Stored data
┌──
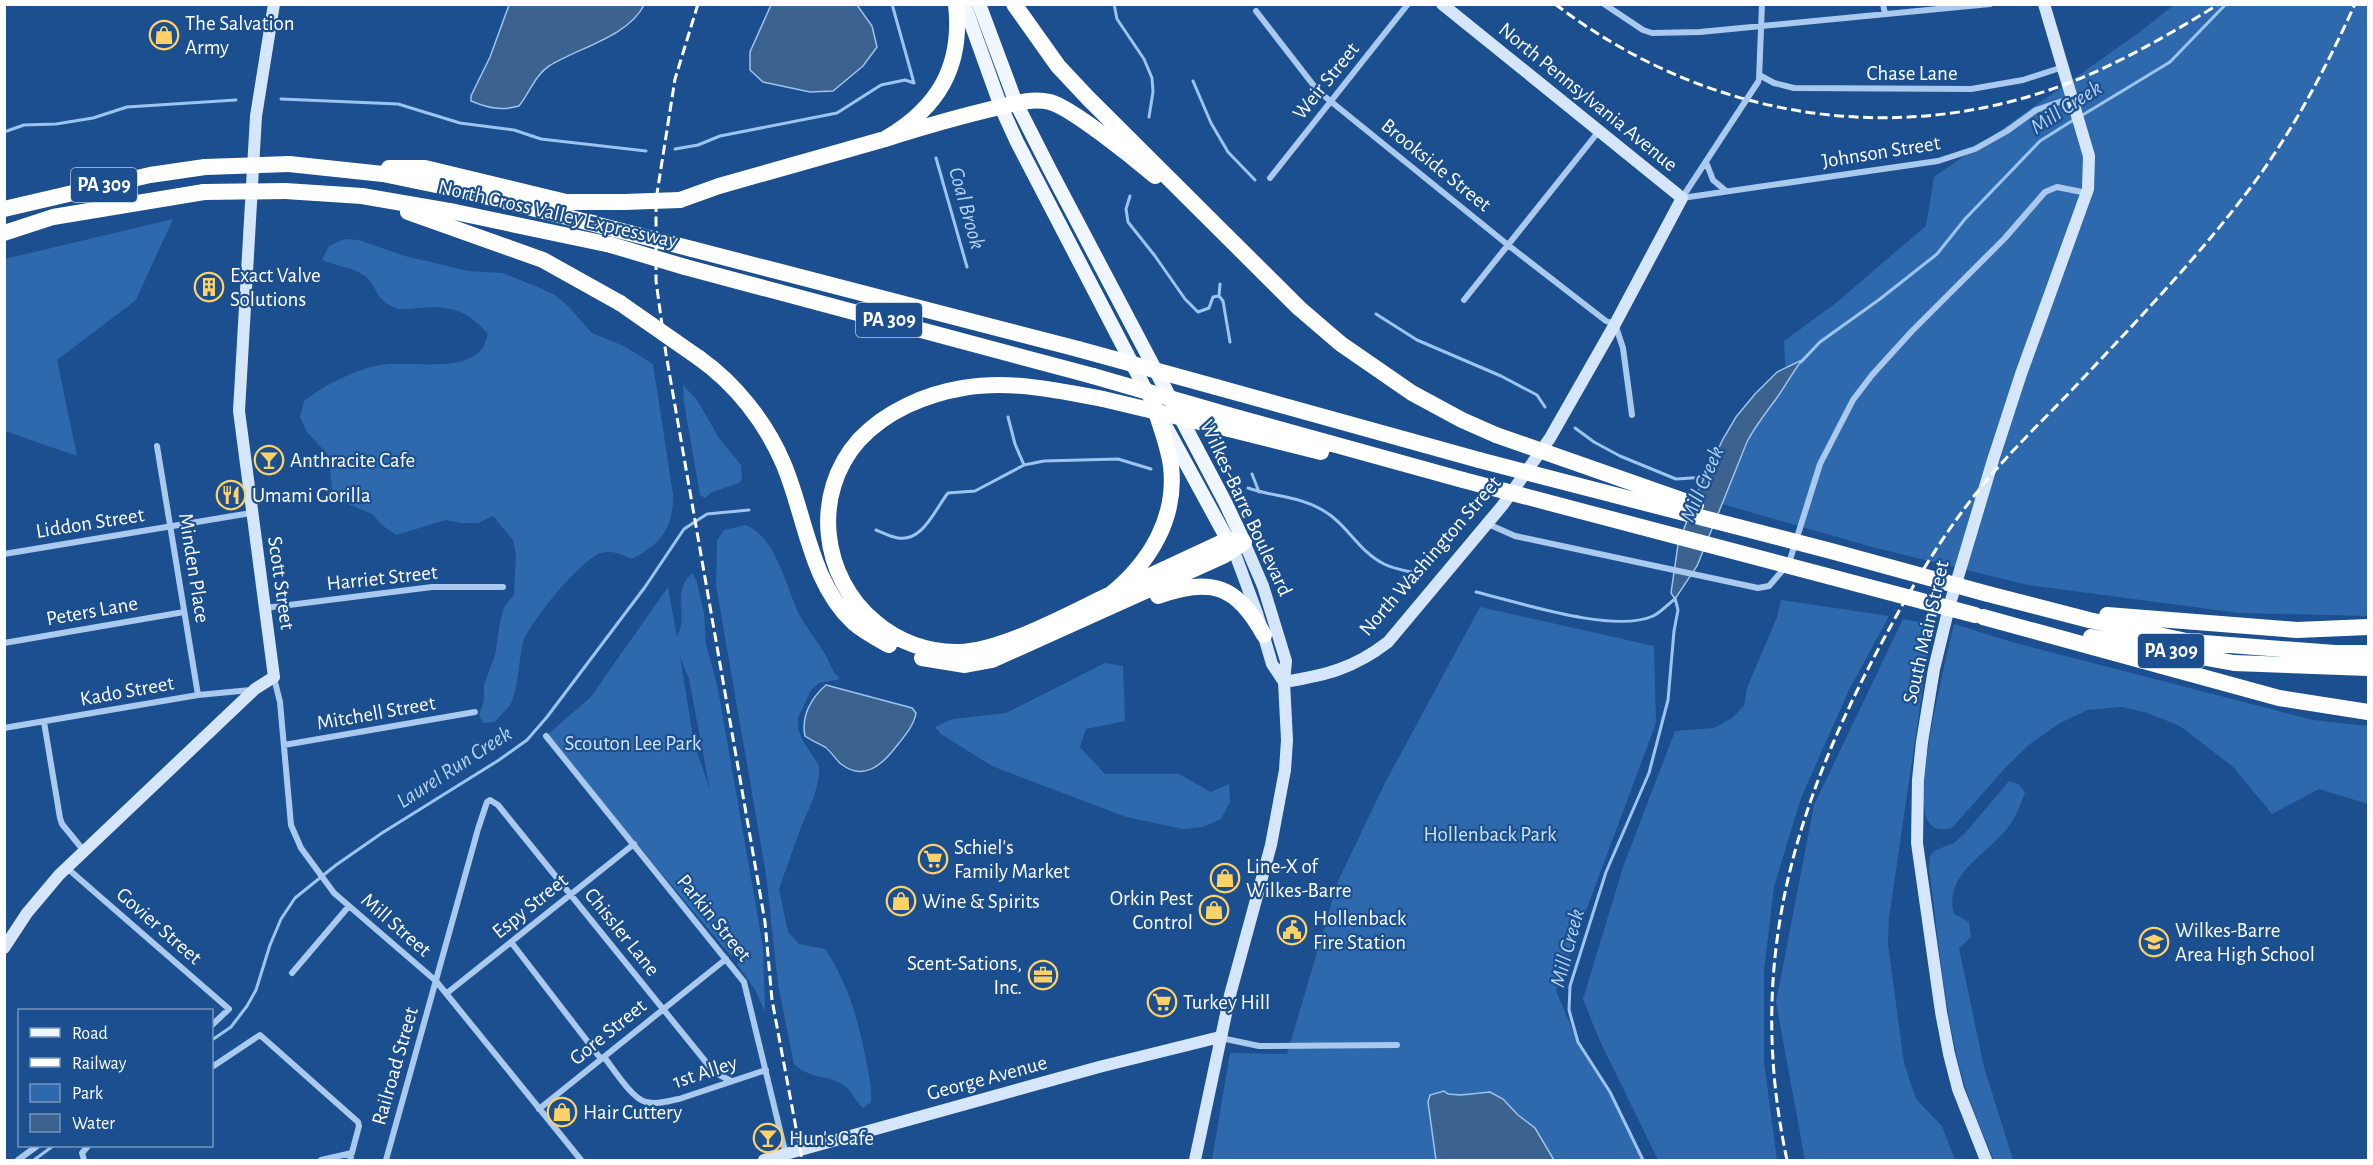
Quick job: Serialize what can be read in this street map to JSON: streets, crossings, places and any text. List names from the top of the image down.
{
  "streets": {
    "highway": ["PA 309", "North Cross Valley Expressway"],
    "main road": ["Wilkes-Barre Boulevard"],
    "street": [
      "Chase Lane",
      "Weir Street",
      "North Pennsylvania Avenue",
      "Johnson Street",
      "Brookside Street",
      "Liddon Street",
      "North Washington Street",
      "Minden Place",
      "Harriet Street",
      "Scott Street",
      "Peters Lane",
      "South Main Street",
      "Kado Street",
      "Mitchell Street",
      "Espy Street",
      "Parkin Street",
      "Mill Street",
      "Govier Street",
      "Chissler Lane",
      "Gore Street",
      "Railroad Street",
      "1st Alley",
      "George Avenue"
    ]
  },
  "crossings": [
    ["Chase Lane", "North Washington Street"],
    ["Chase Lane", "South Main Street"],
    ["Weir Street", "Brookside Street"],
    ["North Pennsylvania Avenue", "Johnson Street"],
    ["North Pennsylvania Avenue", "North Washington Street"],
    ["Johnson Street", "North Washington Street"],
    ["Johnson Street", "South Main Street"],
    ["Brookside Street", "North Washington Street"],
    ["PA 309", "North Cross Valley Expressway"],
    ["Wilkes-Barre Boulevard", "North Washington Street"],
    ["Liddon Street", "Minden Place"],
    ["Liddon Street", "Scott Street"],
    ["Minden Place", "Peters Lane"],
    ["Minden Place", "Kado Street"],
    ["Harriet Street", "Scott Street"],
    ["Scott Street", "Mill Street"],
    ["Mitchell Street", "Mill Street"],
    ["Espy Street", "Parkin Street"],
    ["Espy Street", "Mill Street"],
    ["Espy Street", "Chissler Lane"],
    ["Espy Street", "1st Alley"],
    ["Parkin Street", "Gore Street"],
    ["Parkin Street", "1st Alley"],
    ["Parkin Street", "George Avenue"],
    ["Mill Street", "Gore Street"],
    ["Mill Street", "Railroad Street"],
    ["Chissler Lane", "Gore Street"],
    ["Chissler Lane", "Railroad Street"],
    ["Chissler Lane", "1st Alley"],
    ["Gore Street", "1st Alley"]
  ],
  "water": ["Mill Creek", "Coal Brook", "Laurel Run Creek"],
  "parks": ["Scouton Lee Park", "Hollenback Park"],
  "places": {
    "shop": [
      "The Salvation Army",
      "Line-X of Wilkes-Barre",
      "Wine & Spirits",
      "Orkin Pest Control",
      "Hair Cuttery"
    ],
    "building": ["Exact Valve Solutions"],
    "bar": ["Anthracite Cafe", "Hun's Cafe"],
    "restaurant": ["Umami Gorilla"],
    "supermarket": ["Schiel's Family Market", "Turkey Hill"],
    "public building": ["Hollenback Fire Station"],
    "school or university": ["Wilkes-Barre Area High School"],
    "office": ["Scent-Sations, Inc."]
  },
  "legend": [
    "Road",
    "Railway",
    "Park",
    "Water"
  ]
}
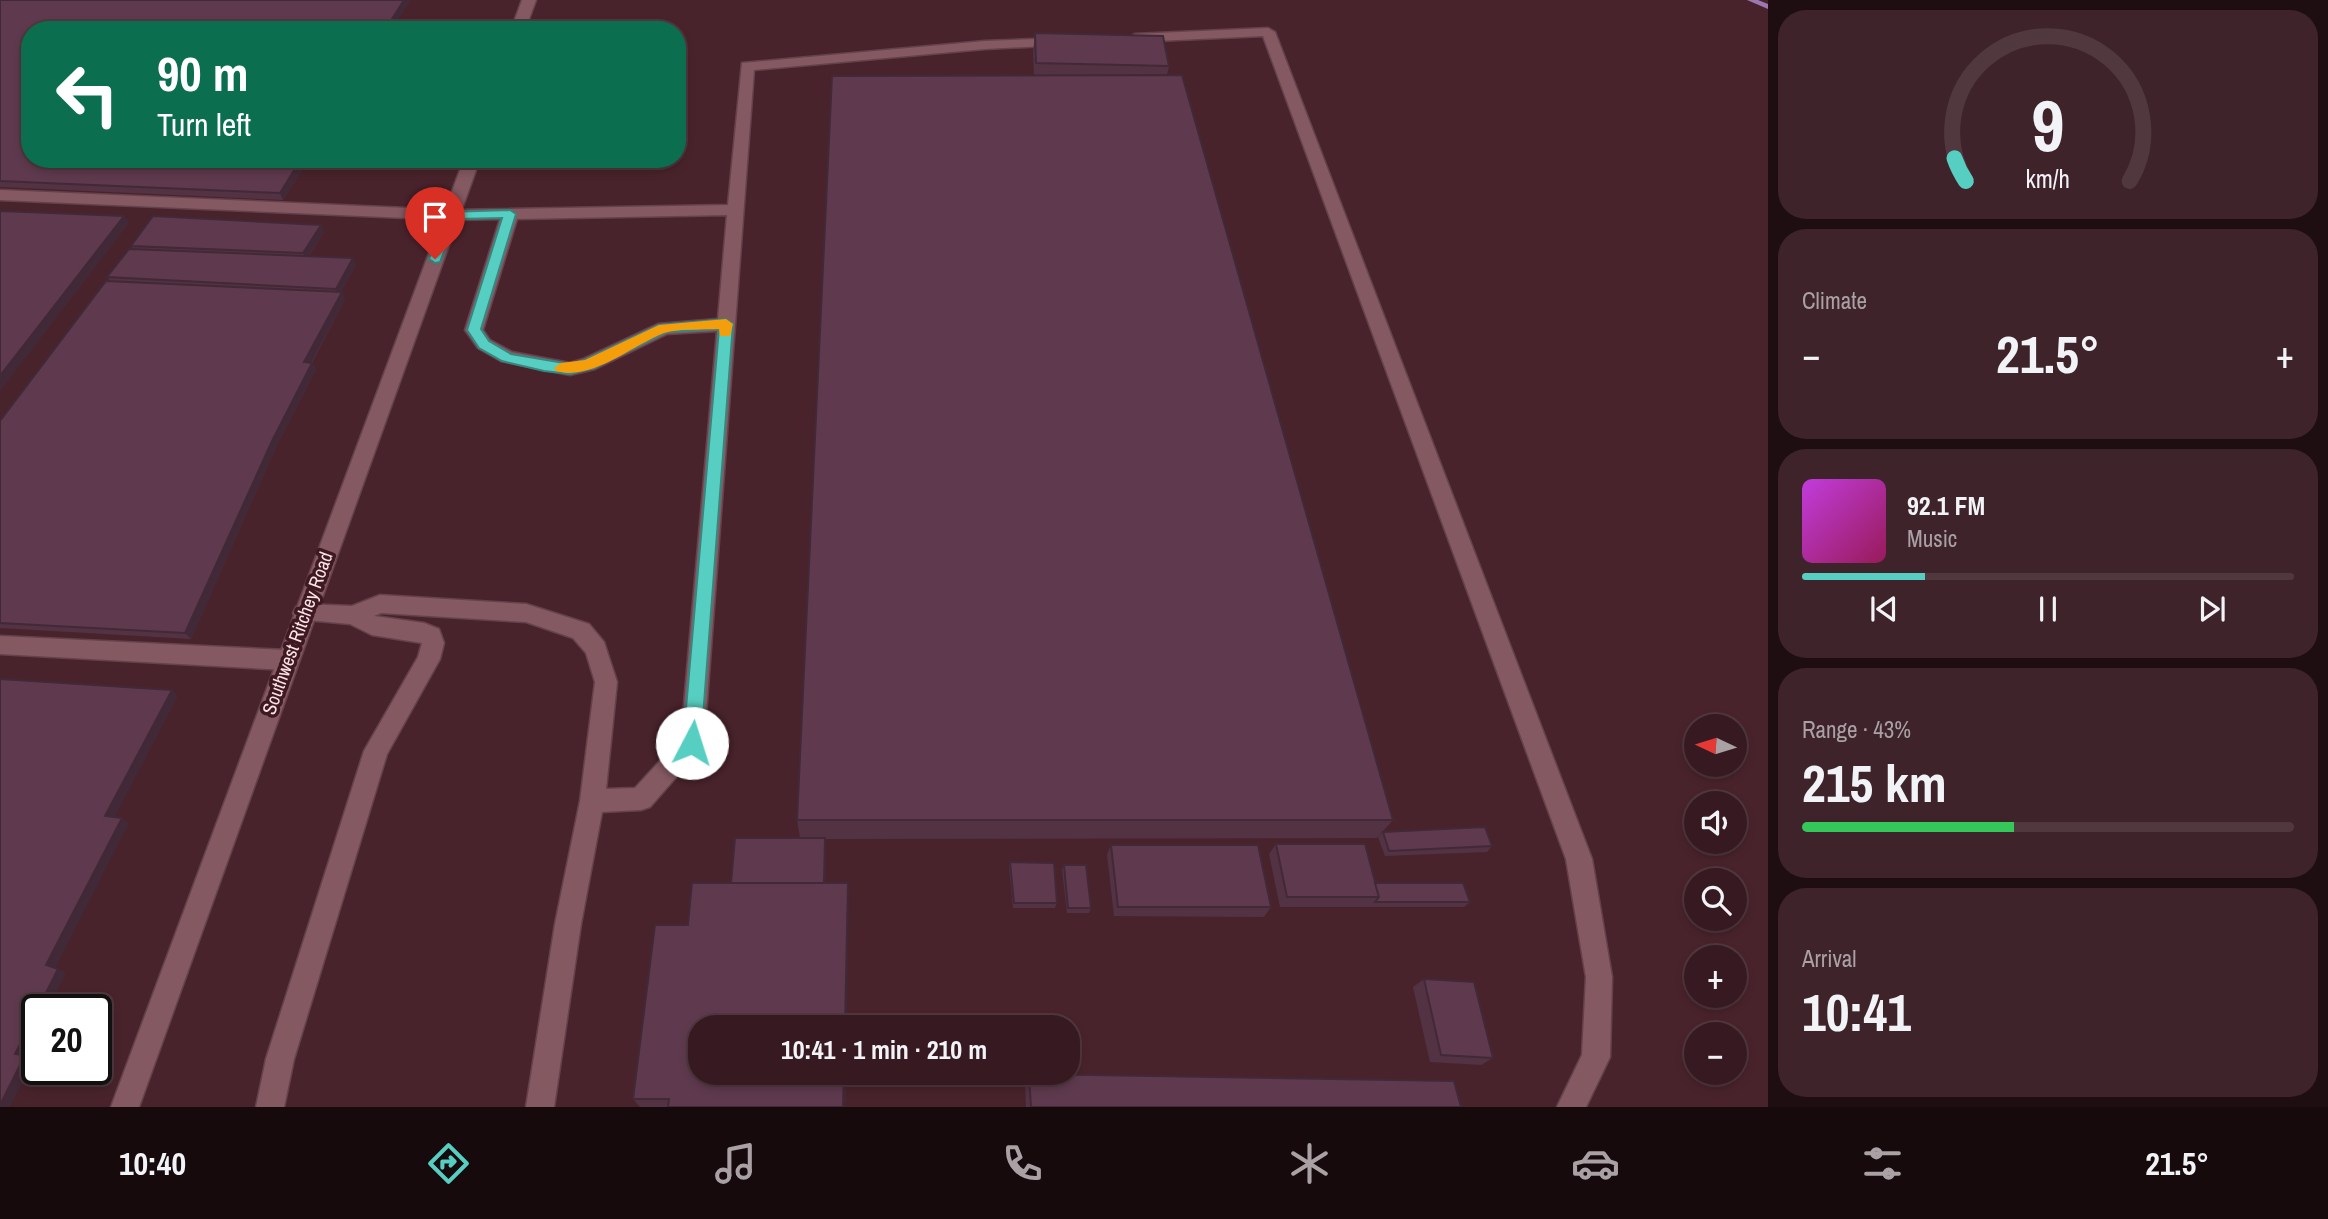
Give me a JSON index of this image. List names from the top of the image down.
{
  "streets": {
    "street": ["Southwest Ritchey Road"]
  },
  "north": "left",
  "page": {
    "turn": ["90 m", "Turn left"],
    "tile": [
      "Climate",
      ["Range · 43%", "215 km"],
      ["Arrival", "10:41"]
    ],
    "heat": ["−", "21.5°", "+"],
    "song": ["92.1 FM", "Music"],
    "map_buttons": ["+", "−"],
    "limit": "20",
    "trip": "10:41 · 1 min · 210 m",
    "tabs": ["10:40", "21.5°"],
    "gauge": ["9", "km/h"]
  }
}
└──
§ **Work required**
Given the data above, which lines hold the string "crossings"? Return them.

§ **Response below**
Quick job: Serialize what can be read in this street map to JSON: streets, crossings, places and any text. List names from the top of the image down.
  "crossings": [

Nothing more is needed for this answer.